**Your instructions:** Take each line from the entries that holds "tools" and copy it out.

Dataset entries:
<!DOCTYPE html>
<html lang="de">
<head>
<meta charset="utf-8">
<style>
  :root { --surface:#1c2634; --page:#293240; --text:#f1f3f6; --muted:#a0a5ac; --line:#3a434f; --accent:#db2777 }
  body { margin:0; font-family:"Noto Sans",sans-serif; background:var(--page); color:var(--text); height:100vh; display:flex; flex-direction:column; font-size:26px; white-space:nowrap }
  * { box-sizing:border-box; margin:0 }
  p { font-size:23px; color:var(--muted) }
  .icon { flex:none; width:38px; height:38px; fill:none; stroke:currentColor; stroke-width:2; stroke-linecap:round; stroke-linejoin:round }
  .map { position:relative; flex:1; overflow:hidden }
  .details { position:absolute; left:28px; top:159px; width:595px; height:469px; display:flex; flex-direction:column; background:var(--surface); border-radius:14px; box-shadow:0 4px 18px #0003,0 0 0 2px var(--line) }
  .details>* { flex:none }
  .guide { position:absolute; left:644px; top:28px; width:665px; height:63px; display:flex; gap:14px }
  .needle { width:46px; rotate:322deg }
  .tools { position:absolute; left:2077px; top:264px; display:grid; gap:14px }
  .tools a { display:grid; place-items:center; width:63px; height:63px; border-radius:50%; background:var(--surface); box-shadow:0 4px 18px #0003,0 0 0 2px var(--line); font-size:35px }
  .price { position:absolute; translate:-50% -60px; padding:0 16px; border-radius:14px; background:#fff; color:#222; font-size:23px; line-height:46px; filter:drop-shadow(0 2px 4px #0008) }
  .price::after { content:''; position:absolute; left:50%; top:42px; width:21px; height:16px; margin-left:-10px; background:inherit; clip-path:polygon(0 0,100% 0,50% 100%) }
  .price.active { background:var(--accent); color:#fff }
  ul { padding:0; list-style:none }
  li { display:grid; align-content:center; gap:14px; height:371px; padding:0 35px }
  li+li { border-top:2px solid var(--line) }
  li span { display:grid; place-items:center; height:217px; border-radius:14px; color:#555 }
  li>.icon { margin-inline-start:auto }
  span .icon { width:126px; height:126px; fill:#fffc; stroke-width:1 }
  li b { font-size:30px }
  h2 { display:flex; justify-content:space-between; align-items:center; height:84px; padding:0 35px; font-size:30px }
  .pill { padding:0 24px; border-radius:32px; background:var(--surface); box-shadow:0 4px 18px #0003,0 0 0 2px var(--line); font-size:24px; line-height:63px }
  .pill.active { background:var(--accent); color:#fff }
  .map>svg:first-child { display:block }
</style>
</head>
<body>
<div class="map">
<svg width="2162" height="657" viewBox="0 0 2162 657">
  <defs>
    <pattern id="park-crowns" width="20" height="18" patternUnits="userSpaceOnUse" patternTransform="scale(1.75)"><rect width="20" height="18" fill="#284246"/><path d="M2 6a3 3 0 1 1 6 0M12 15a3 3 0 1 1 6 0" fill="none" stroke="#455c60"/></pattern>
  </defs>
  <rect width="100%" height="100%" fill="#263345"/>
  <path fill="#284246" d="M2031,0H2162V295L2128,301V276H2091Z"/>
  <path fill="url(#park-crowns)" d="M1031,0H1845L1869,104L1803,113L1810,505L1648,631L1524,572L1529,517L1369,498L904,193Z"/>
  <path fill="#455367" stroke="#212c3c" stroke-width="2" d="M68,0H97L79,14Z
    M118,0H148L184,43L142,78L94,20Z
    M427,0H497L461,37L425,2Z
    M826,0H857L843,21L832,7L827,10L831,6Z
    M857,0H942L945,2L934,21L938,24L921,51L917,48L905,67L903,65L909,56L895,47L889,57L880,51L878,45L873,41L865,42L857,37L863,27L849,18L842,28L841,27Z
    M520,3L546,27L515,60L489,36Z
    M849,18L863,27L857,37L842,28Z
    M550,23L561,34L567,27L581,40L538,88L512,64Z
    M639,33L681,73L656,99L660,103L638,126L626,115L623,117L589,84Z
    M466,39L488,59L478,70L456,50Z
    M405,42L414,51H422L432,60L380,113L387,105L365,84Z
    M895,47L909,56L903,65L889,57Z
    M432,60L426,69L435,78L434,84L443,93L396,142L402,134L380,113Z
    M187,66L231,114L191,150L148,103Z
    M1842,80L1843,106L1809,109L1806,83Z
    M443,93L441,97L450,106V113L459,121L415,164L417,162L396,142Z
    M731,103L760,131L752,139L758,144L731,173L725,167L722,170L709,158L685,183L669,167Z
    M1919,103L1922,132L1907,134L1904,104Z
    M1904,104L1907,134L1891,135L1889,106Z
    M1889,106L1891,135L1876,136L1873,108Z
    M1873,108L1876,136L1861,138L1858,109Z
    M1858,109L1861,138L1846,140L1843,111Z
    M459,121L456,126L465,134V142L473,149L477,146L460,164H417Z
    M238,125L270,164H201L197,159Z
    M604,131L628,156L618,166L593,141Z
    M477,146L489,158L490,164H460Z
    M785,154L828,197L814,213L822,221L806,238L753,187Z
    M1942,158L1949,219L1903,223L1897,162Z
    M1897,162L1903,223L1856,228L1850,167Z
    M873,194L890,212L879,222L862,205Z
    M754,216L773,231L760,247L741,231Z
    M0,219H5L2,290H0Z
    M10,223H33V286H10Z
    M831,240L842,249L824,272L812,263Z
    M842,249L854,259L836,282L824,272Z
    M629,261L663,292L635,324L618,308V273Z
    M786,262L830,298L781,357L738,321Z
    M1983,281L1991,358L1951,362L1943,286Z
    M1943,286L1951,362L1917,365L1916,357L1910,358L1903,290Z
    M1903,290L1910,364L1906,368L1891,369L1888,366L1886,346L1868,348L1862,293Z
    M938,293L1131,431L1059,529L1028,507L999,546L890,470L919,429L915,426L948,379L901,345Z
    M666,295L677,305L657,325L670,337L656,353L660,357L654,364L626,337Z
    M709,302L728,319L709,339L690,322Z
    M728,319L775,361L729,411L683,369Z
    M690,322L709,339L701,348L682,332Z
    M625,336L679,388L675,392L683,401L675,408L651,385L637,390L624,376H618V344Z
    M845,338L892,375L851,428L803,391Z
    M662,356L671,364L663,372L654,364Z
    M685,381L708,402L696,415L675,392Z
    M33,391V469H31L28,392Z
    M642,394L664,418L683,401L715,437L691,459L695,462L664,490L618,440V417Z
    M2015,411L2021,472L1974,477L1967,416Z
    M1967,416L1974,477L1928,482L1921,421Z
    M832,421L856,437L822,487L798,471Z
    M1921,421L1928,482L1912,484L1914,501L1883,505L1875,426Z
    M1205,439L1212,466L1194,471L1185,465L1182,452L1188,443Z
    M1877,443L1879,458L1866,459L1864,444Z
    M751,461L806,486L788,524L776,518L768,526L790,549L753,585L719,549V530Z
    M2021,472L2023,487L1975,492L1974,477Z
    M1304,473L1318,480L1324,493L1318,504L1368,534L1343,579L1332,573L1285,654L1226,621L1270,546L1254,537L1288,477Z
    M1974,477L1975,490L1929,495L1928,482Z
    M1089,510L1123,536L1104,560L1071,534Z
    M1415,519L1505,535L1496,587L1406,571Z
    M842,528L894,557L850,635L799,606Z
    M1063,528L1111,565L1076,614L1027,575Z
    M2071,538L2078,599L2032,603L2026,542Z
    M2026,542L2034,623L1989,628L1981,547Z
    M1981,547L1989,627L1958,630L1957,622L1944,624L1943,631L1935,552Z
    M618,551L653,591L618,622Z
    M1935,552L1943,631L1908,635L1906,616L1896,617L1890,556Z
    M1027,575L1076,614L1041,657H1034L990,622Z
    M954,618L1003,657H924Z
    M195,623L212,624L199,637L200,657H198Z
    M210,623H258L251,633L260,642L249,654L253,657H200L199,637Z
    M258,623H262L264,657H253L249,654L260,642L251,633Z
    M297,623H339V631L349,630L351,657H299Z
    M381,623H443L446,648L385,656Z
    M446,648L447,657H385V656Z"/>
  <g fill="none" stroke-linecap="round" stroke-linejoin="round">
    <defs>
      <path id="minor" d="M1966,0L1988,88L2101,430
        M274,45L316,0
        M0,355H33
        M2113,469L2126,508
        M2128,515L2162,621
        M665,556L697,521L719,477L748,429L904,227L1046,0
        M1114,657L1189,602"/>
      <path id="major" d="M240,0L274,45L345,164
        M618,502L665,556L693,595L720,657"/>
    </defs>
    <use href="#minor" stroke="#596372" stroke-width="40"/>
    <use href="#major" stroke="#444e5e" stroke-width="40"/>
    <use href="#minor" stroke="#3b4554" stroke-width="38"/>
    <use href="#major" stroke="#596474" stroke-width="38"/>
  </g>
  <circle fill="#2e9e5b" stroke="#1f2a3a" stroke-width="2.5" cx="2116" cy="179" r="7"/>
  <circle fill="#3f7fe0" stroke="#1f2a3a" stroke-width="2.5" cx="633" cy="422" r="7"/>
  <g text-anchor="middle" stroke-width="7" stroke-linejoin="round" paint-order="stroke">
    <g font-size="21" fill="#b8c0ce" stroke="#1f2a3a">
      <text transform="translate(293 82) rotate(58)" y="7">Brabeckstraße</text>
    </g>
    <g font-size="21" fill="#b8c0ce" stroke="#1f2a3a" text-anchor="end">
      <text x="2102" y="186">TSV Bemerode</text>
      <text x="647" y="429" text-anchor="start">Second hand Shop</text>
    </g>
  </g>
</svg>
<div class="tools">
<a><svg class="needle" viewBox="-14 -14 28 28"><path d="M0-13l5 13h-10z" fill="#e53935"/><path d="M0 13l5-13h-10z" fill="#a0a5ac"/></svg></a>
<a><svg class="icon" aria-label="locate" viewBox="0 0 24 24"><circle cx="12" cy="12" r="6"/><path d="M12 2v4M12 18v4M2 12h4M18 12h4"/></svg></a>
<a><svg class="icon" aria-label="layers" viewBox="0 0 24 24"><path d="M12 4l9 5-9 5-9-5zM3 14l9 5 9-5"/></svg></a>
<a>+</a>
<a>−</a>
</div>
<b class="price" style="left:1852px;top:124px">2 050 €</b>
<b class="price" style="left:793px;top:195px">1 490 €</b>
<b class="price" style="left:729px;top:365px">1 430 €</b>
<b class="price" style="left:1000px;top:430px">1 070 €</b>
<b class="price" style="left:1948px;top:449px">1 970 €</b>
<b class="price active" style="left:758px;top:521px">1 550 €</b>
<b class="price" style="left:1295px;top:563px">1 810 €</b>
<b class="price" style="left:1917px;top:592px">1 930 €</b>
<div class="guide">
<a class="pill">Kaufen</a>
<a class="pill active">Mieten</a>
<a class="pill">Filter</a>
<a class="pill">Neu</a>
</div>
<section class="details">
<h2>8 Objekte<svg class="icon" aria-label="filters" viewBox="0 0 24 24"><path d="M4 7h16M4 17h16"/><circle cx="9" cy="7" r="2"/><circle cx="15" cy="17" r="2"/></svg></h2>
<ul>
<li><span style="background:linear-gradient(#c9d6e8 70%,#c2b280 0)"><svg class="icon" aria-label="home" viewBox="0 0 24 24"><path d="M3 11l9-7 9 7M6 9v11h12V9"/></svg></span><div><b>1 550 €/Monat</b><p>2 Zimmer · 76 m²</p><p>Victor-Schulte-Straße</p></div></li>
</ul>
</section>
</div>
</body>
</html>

**Solution to this exercise:**
  .tools { position:absolute; left:2077px; top:264px; display:grid; gap:14px }
  .tools a { display:grid; place-items:center; width:63px; height:63px; border-radius:50%; background:var(--surface); box-shadow:0 4px 18px #0003,0 0 0 2px var(--line); font-size:35px }
<div class="tools">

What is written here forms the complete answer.